YOUR ASSIGNMENT: Copy out each line of the data holding "names".

DATASET RECORDS:

== Segment start ==

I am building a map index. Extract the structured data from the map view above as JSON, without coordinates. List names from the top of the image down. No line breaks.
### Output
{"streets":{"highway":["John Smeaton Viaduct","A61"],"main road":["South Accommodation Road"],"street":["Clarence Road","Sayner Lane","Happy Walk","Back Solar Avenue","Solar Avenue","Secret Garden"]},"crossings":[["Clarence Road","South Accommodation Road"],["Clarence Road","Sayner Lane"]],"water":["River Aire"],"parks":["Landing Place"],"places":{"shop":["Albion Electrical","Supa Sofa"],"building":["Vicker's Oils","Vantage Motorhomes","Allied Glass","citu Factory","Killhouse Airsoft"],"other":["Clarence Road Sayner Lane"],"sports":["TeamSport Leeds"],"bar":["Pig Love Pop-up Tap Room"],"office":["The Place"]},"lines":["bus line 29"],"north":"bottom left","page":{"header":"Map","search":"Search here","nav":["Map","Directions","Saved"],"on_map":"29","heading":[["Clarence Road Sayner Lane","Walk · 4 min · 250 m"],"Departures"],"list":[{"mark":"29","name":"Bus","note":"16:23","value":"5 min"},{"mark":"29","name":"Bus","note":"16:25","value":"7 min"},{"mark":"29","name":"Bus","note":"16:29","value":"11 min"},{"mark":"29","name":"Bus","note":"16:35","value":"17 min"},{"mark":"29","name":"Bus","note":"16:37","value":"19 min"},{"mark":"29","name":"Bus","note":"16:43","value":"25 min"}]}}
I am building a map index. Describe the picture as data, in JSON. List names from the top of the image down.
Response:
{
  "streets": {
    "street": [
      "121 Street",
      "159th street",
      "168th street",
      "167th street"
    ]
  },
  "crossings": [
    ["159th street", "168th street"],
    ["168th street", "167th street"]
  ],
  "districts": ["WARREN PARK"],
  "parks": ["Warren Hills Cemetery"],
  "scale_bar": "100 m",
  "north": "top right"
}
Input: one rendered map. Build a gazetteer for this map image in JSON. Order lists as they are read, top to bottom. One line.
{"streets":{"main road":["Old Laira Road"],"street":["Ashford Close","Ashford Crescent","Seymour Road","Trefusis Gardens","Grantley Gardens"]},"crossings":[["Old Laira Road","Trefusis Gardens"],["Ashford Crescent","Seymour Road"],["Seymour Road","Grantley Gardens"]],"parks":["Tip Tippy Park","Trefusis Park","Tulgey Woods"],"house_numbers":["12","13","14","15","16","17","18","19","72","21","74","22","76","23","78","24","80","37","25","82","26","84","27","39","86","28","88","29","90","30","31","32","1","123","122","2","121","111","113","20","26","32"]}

== Segment end ==

REPLY:
I am building a map index. Extract the structured data from the map view above as JSON, without coordinates. List names from the top of the image down. No line breaks.
I am building a map index. Describe the picture as data, in JSON. List names from the top of the image down.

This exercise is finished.